Following is the SCSI mid-layer multi-path patch against 2.5.44,
including NUMA support.

Any flames, comments, patches, etc. appreciated.

This note, the multi-path patch rollup, qla 6.03.00 Beta 7 patch, out
of date documentation, and TODO list can be found under:

http://www-124.ibm.com/storageio/multipath/scsi-multipath/index.php

One rollup patch:

http://www-124.ibm.com/storageio/multipath/scsi-multipath/releases/0.5/patch-scsi_mpath_rollup-2.5.44-0.5.gz

The qla 6.03.00 Beta 7 driver (for use with the Qlogic 2200 or 2300) can
be found under:

http://www.qlogic.com/support/os_detail.asp?seriesid=76&osid=26

Or directly at:

http://download.qlogic.com/drivers/6443/qla2x00-v6.03.00b7-dist.tgz

Major changes since last posting:

  Made multi-path an experimental option - with it on, all SCSI devices
  must have a unique id, and all adapter drivers used must behave
  correctly without the current one-to-one relationship between
  Scsi_Device and a Scsi_Host.

  Removed duplicate code paths. The same code paths are used whether
  CONFIG_SCSI_MULTI_PATH_IO is set or not; with it off, it does not check
  or add multiple paths on scan/probe, but the same code is otherwise used.

  Optimized the IO completion path (don't call scsi_check_paths for a
  succesfull IO completion).

Most significant TODO items affecting non-multi-path config:

  Never remove a failed path, so the standard scsi error handling
  code functions as-is.

  Modify all adapter drivers to use new traversal functions (they must no
  longer use Scsi_Host::host_queue and/or Scsi_Device::next).

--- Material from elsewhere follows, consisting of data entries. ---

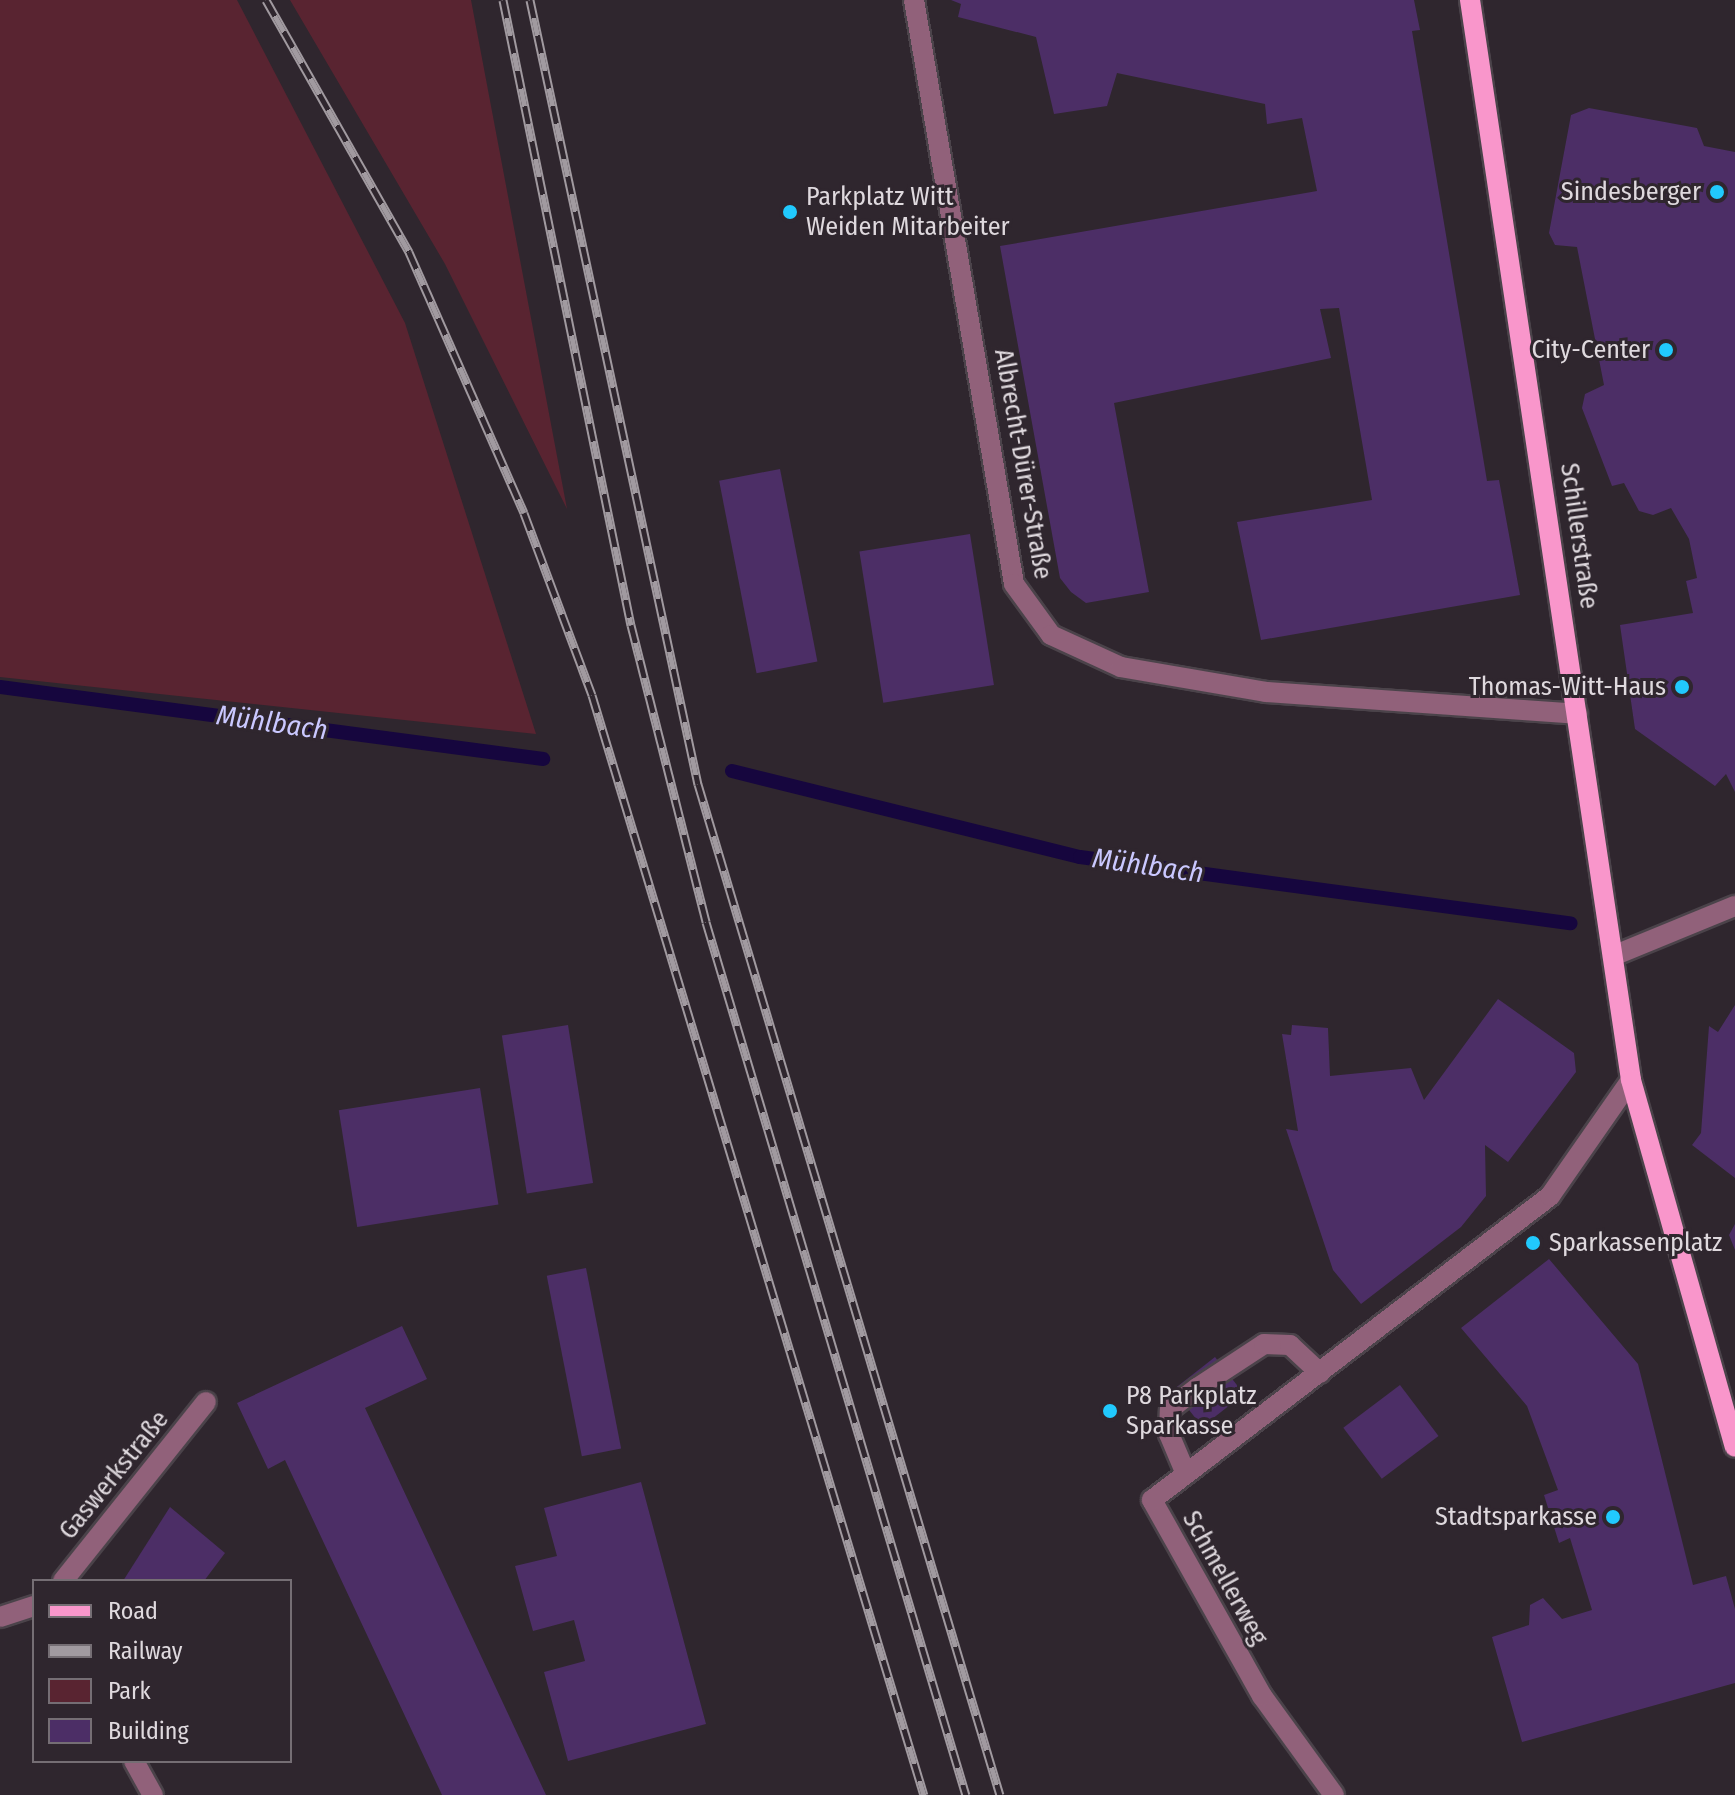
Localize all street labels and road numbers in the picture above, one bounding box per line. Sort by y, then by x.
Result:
street label: Albrecht-Dürer-Straße [987,346,1059,582]
street label: Schillerstraße [1553,461,1605,611]
street label: Gaswerkstraße [53,1404,175,1546]
street label: Schmellerweg [1175,1506,1275,1650]

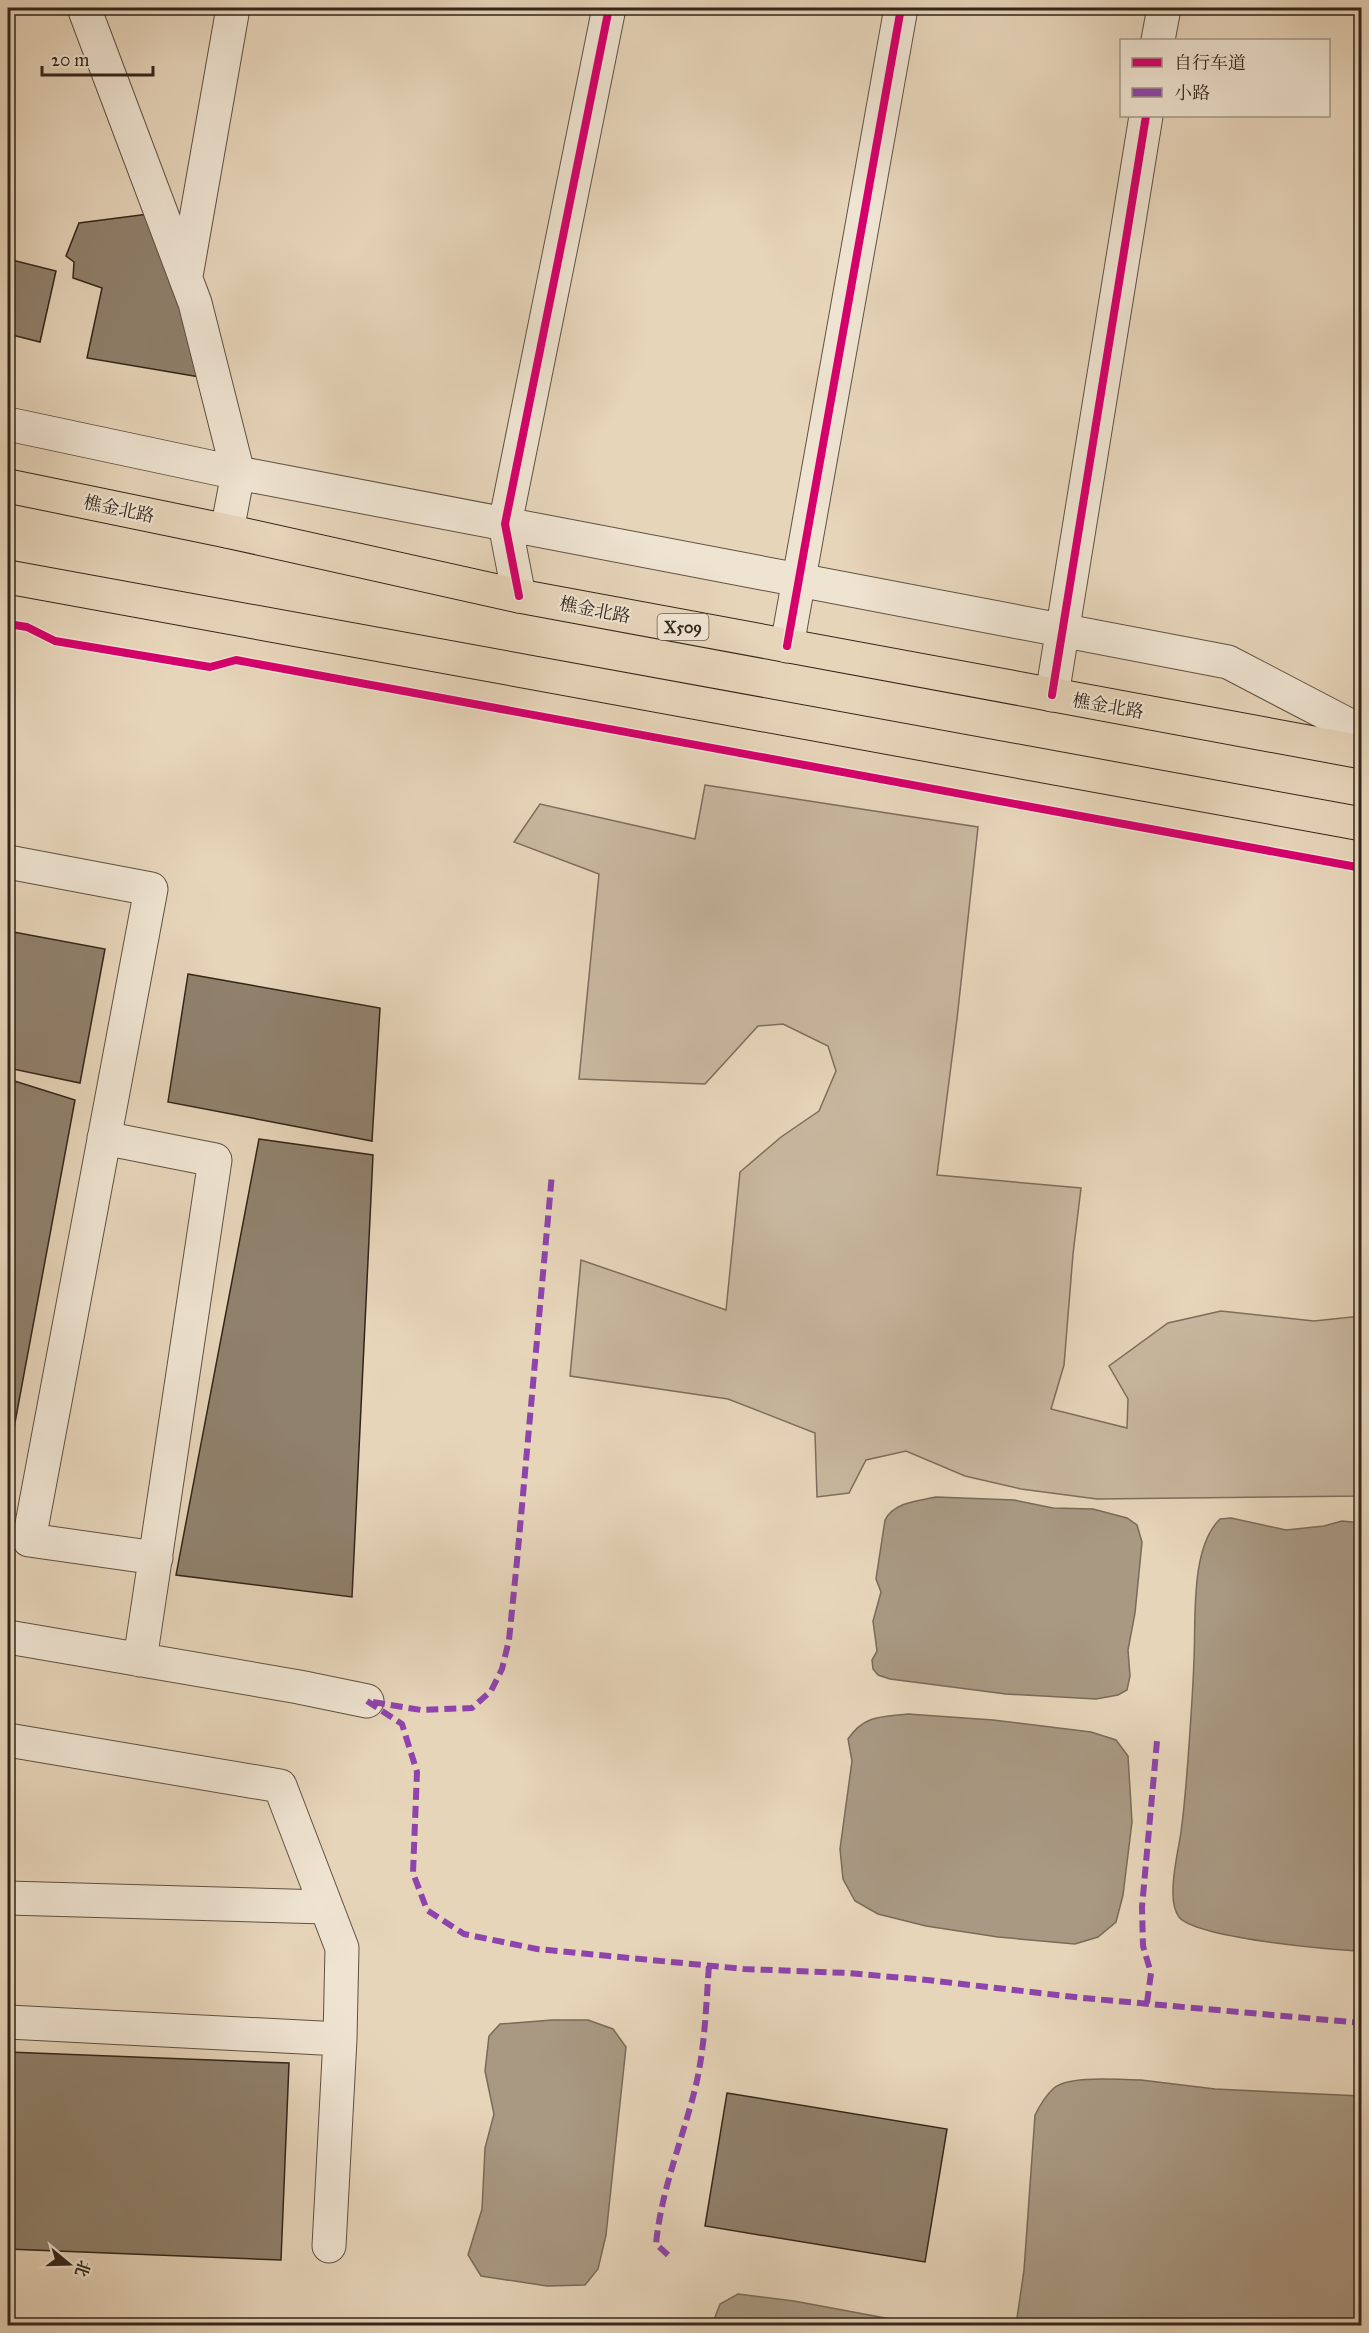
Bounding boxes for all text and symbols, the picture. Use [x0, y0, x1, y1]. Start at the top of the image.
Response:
scale bar [42, 39, 153, 77]
legend [1120, 39, 1330, 117]
text: 20 m [51, 49, 89, 71]
text: 自行车道 [1174, 52, 1246, 74]
text: 小路 [1174, 82, 1210, 104]
street label: 樵金北路 [81, 491, 157, 527]
street label: 樵金北路 [558, 592, 632, 628]
road number: X509 [658, 614, 708, 640]
street label: 樵金北路 [1071, 689, 1145, 723]
north arrow [39, 2234, 99, 2294]
text: 北 [71, 2258, 94, 2279]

  Modify osst upper level driver.

As noted - the config experimental CONFIG_SCSI_MULTI_PATH_IO option must
be enabled to get SCSI multi-path.

If you have multi-port devices with no penalty for switching ports, or
only multi-path hosts (multi-initiated fabrics or busses), use
round-robin multipath routing (CONFIG_SCSI_PATH_POLICY_RR); if you are
unsure, use the last path used selection (CONFIG_SCSI_PATH_POLICY_LPU).

Currently, multi-path support requires a SCSI device that supports one of
the SCSI INQUIRY device identification pages (page 0x80 or 0x83). Devices not
supporting one of these pages are treated as if they were separate devices.
Devices that do not give a unique serial number per LUN for these commands
might incorrectly be identified as multi-pathed.

NUMA testing and performance:

NUMA testing was run on a two node IBM NUMAQ box, with qlogic 2300
adapters and FCP connected Seagate drives. The qla driver has problems
(use after freed or stack overflow problems?) when configuring many
devices and adapters on a switch, so I had to run with direct attached
loop.

On a two node (8 processor) IBM NUMAQ box, with 39 drives and 8 qla 2300
adapters, get aggregate throughput (read only using dd and raw IO) of up
to 550 mb/sec was reached. I was actually able to compile a kernel at the
same time in under 3 minutes (make -j9) while still getting about 500
mb/sec of throughput.

Both stock 2.5.44 and 2.5.44-mm3 kernels were run on the NUMAQ +
multi-path, with no noticeable difference in performance (but the system
was very idle, in iowait most of the time).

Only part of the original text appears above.